The answer should consist of each line from the data below that includes "Благоев".

*-*-*

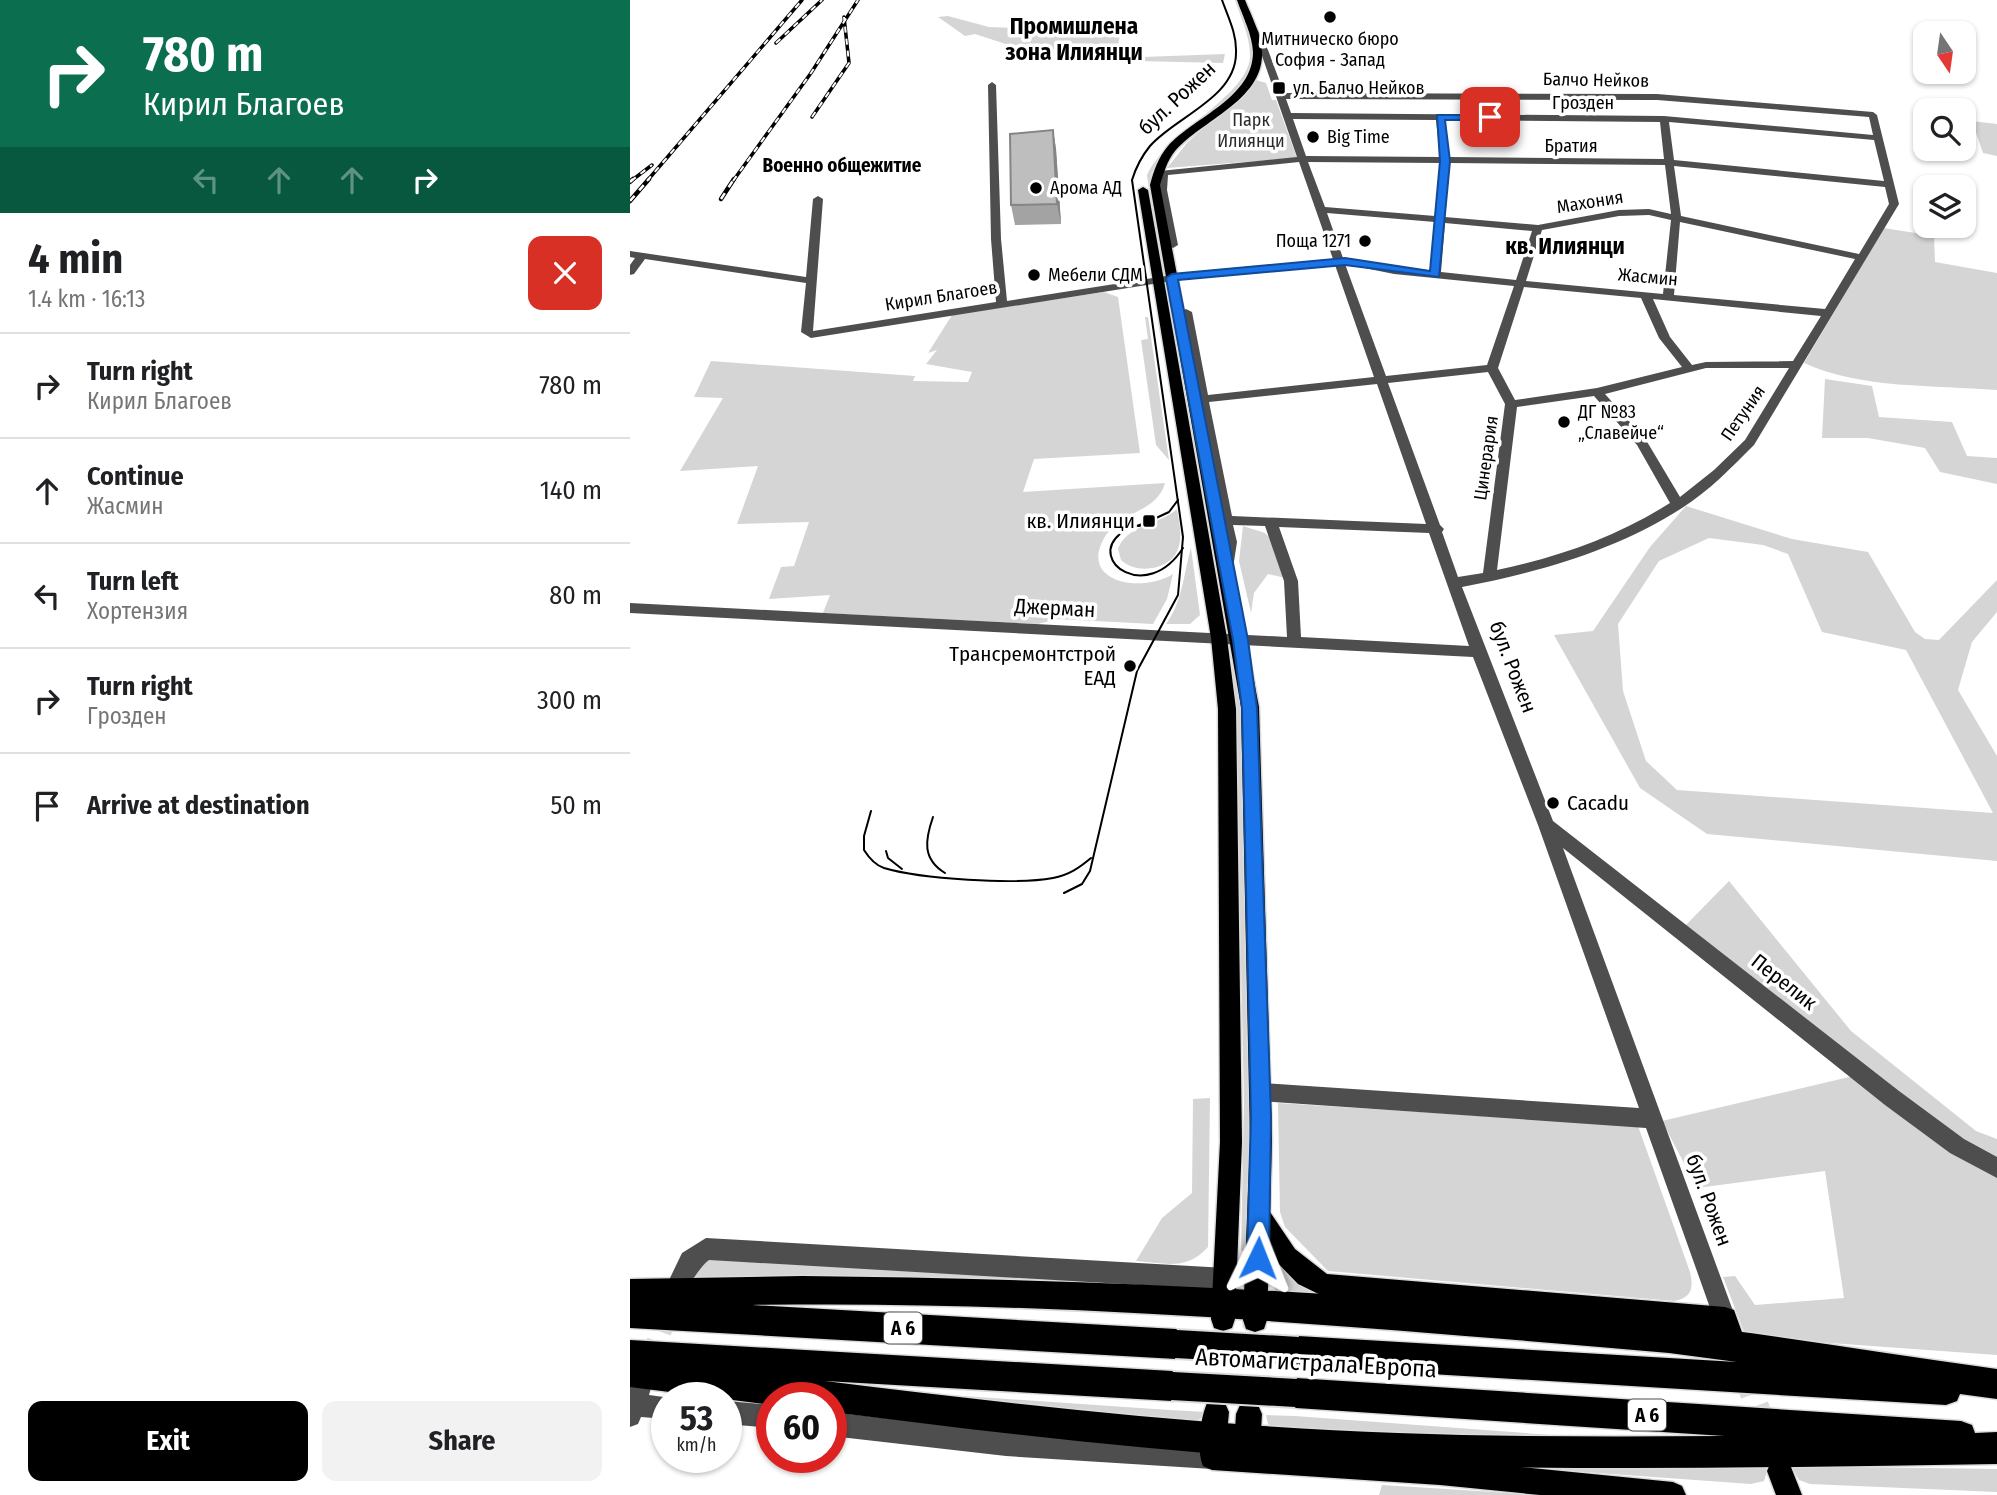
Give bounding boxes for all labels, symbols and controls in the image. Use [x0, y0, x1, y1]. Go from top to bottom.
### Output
marker: Митническо бюро София - Запад [1322, 9, 1338, 25]
district label: Промишлена зона Илиянци [1005, 12, 1143, 66]
north arrow [1913, 21, 1976, 84]
map controls [1913, 21, 1976, 238]
text: 780 m [143, 25, 263, 84]
icon: right [28, 28, 119, 119]
place label: Митническо бюро София - Запад [1261, 28, 1399, 71]
street label: бул. Рожен [1133, 56, 1221, 140]
street label: Балчо Нейков [1543, 68, 1649, 92]
place label: ул. Балчо Нейков [1293, 77, 1425, 99]
marker: ул. Балчо Нейков [1271, 80, 1287, 96]
text: Кирил Благоев [143, 85, 344, 123]
pin [1460, 87, 1520, 147]
street label: Грозден [1552, 92, 1614, 114]
icon: arrive [1471, 98, 1509, 136]
button: search [1913, 98, 1976, 161]
park label: Парк Илиянци [1217, 109, 1285, 152]
place label: Big Time [1327, 126, 1390, 148]
marker: Big Time [1305, 129, 1321, 145]
street label: Братия [1544, 135, 1598, 157]
district label: Военно общежитие [763, 154, 922, 177]
icon: left [187, 161, 225, 199]
icon: ahead [260, 161, 298, 199]
icon: ahead [333, 161, 371, 199]
icon: right [406, 161, 444, 199]
button: layers [1913, 175, 1976, 238]
place label: Арома АД [1050, 177, 1122, 199]
marker: Арома АД [1028, 180, 1044, 196]
street label: Махония [1555, 186, 1625, 218]
place label: Поща 1271 [1276, 230, 1351, 252]
district label: кв. Илиянци [1505, 232, 1625, 260]
marker: Поща 1271 [1357, 233, 1373, 249]
text: 4 min [28, 234, 123, 284]
button: close [528, 236, 602, 310]
street label: Жасмин [1617, 263, 1679, 291]
place label: Мебели СДМ [1048, 264, 1143, 286]
marker: Мебели СДМ [1026, 267, 1042, 283]
street label: Кирил Благоев [883, 276, 999, 316]
text: 1.4 km · 16:13 [28, 285, 145, 313]
text: Turn right [87, 356, 193, 387]
icon: right [28, 367, 66, 405]
text: 780 m [539, 370, 602, 401]
street label: Петуния [1716, 381, 1770, 445]
text: Кирил Благоев [87, 387, 232, 415]
place label: ДГ №83 „Славейче“ [1577, 401, 1664, 444]
street label: Цинерария [1469, 414, 1503, 502]
marker: ДГ №83 „Славейче“ [1556, 414, 1572, 430]
text: Continue [87, 461, 184, 492]
icon: ahead [28, 472, 66, 510]
text: 140 m [540, 475, 602, 506]
text: Жасмин [87, 492, 164, 520]
place label: кв. Илиянци [1026, 508, 1135, 534]
marker: кв. Илиянци [1141, 513, 1157, 529]
text: Turn left [87, 566, 179, 597]
icon: left [28, 577, 66, 615]
text: 80 m [549, 580, 602, 611]
street label: Джерман [1013, 593, 1096, 623]
text: Хортензия [87, 597, 188, 625]
street label: бул. Рожен [1484, 617, 1542, 717]
place label: Трансремонтстрой ЕАД [949, 641, 1116, 691]
marker: Трансремонтстрой ЕАД [1122, 658, 1138, 674]
text: Turn right [87, 671, 193, 702]
icon: right [28, 682, 66, 720]
text: 300 m [537, 685, 602, 716]
text: Грозден [87, 702, 167, 730]
icon: arrive [28, 787, 66, 825]
text: Arrive at destination [87, 790, 310, 821]
text: 50 m [550, 790, 602, 821]
place label: Cacadu [1567, 790, 1629, 816]
marker: Cacadu [1545, 795, 1561, 811]
street label: Перелик [1746, 948, 1822, 1016]
street label: бул. Рожен [1680, 1150, 1738, 1250]
position arrow [1221, 1221, 1295, 1295]
road number: A 6 [884, 1312, 922, 1344]
street label: Автомагистрала Европа [1195, 1343, 1437, 1383]
speed limit sign: 60 [756, 1382, 847, 1473]
text: 53 [680, 1397, 713, 1439]
road number: A 6 [1628, 1400, 1666, 1430]
button: Exit [28, 1401, 308, 1481]
button: Share [322, 1401, 602, 1481]
text: km/h [676, 1434, 717, 1456]

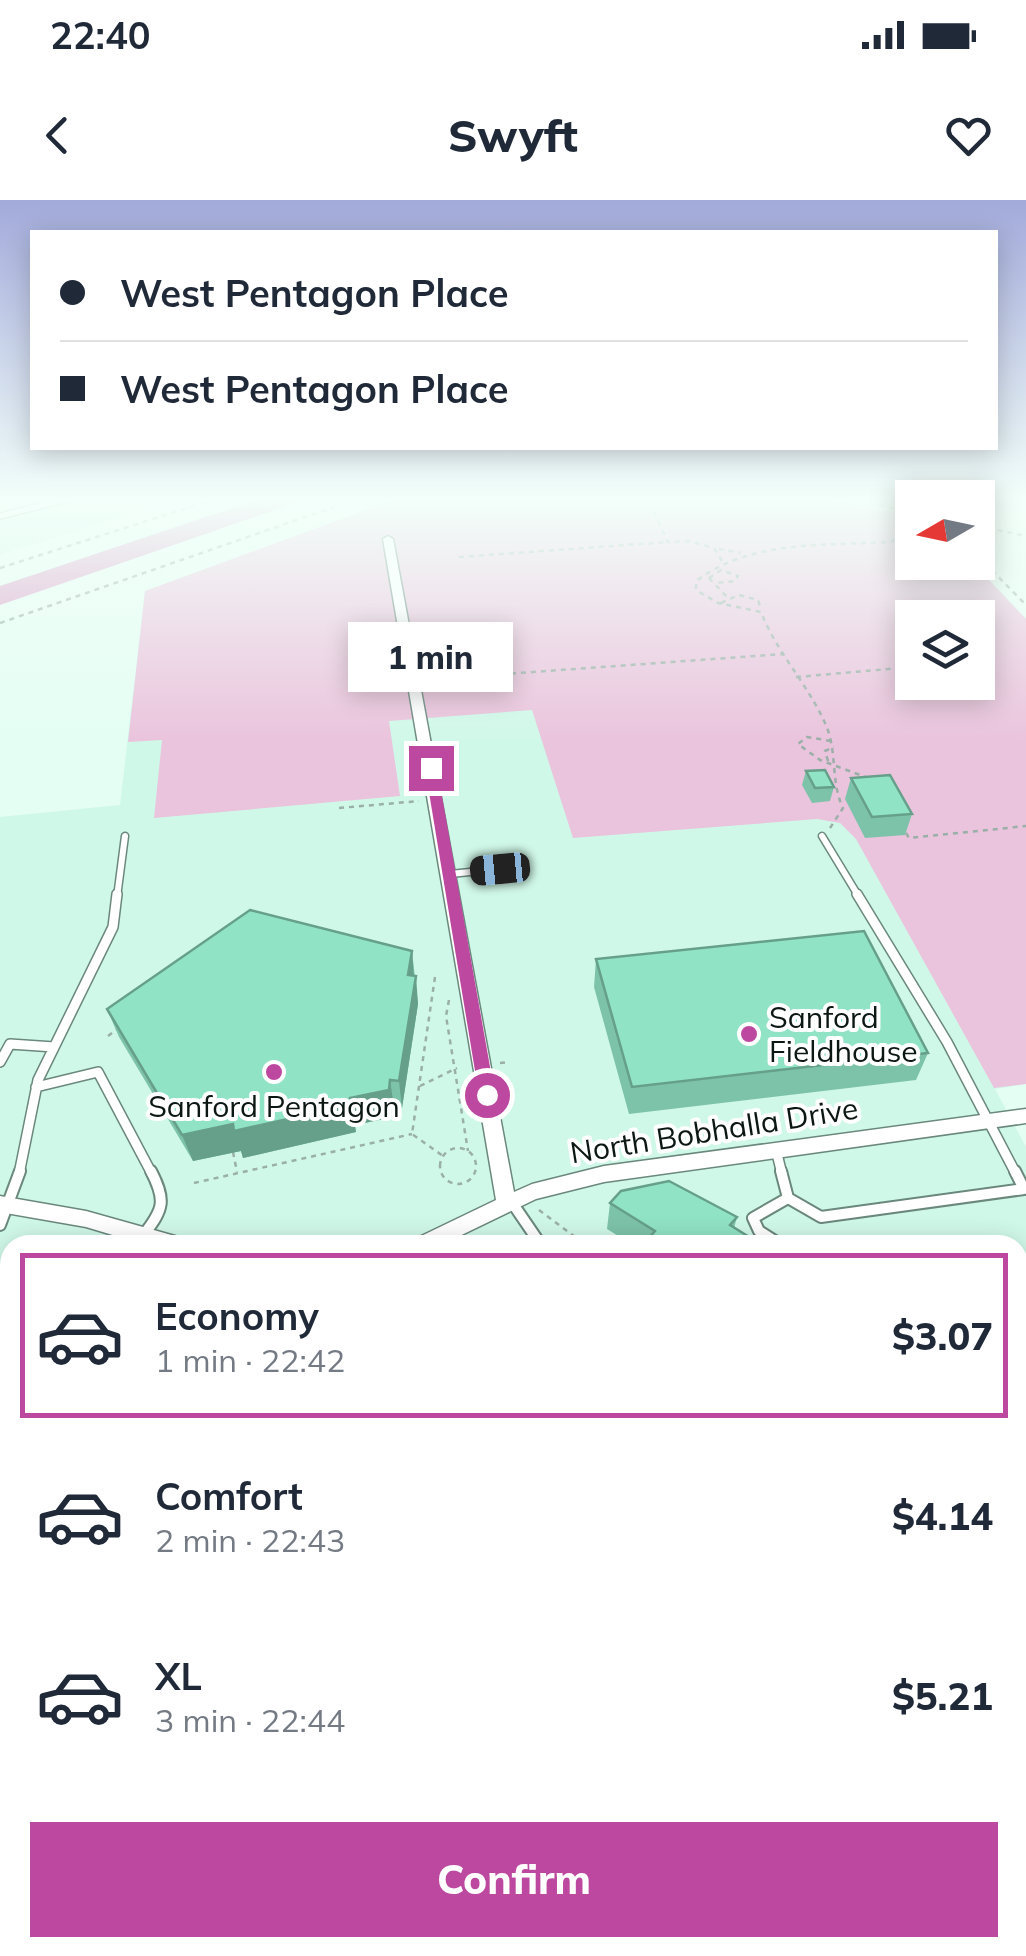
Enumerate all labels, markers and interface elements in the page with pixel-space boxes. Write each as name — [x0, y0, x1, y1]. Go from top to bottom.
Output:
text: 22:40 — [50, 11, 151, 59]
text: Swyft — [448, 107, 578, 163]
icon: back — [30, 108, 85, 163]
icon: heart — [941, 108, 996, 163]
text: West Pentagon Place — [120, 269, 509, 317]
text: West Pentagon Place — [120, 365, 509, 413]
north arrow — [895, 480, 995, 580]
map controls — [895, 480, 995, 700]
button: layers — [895, 600, 995, 700]
callout: 1 min — [348, 623, 514, 693]
text: 1 min — [388, 637, 473, 677]
route end — [409, 746, 454, 791]
car — [469, 851, 531, 887]
place label: Sanford Fieldhouse — [769, 998, 918, 1070]
marker: Sanford Fieldhouse — [738, 1023, 760, 1045]
marker: Sanford Pentagon — [263, 1061, 285, 1083]
route start — [465, 1073, 510, 1118]
place label: Sanford Pentagon — [148, 1087, 400, 1125]
street label: North Bobhalla Drive — [567, 1088, 861, 1172]
icon: car — [35, 1291, 125, 1381]
text: Economy — [155, 1292, 319, 1340]
text: $3.07 — [892, 1312, 993, 1360]
text: 1 min · 22:42 — [155, 1340, 345, 1380]
icon: car — [35, 1471, 125, 1561]
text: Comfort — [155, 1472, 303, 1520]
text: $4.14 — [892, 1492, 993, 1540]
text: 2 min · 22:43 — [155, 1520, 345, 1560]
icon: car — [35, 1651, 125, 1741]
text: XL — [155, 1652, 202, 1700]
text: $5.21 — [892, 1672, 993, 1720]
text: 3 min · 22:44 — [155, 1700, 345, 1740]
button: Confirm — [30, 1822, 998, 1937]

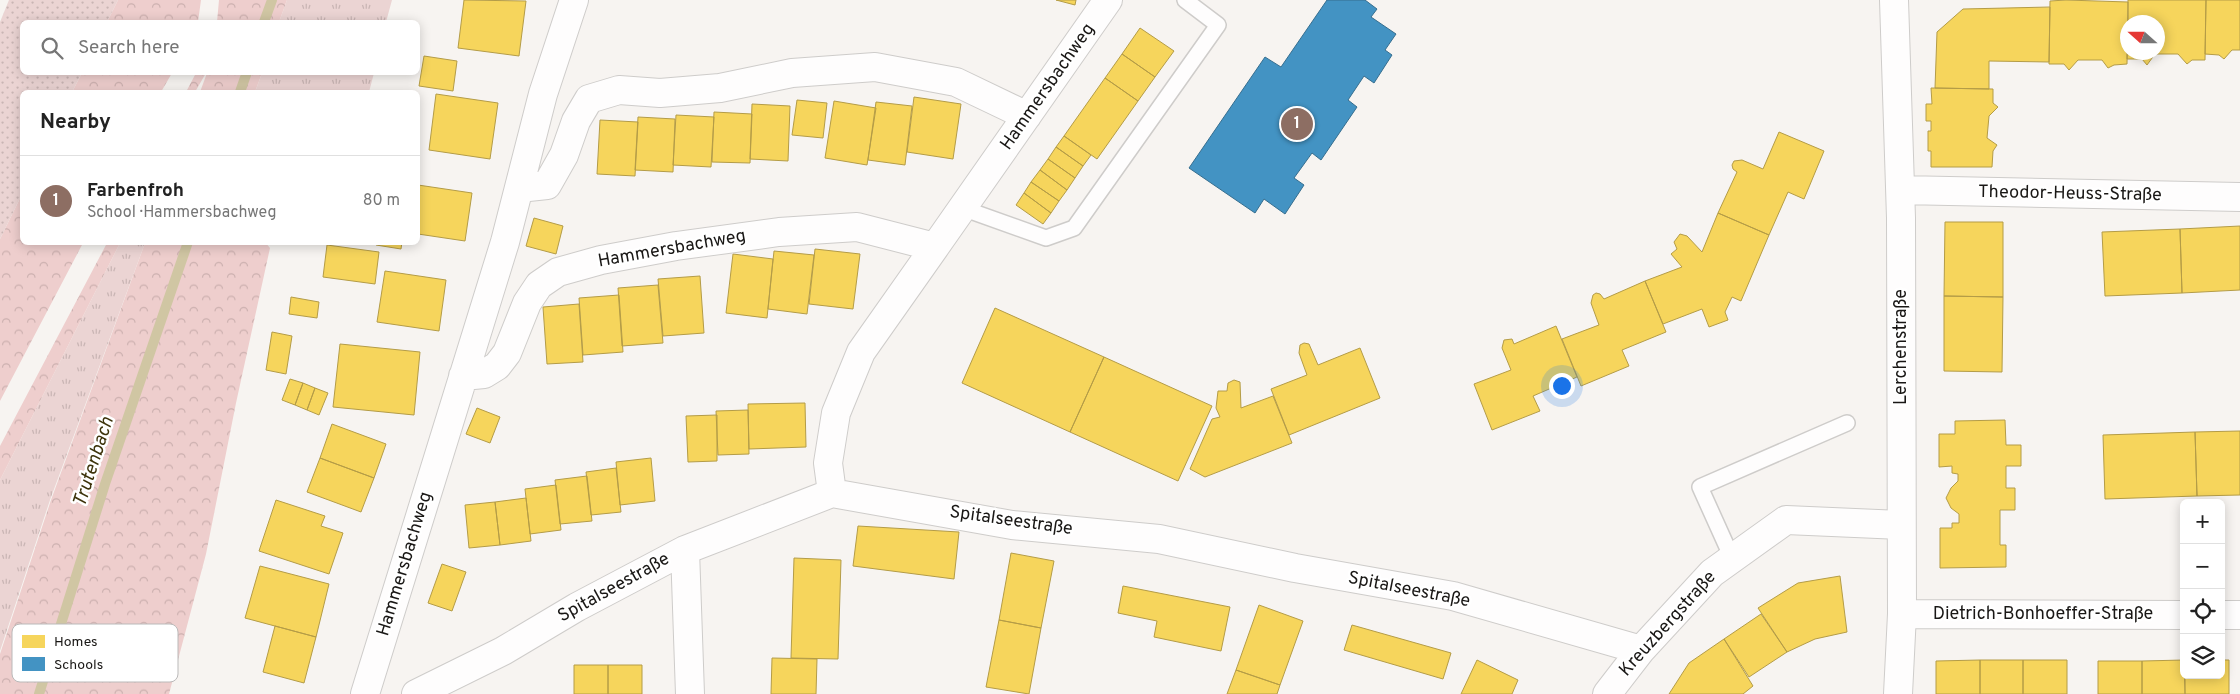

*-*-*

__PROBLEM SOLUTION__.
text: Кирил Благоев [143, 85, 344, 123]
street label: Кирил Благоев [883, 276, 999, 316]
text: Кирил Благоев [87, 387, 232, 415]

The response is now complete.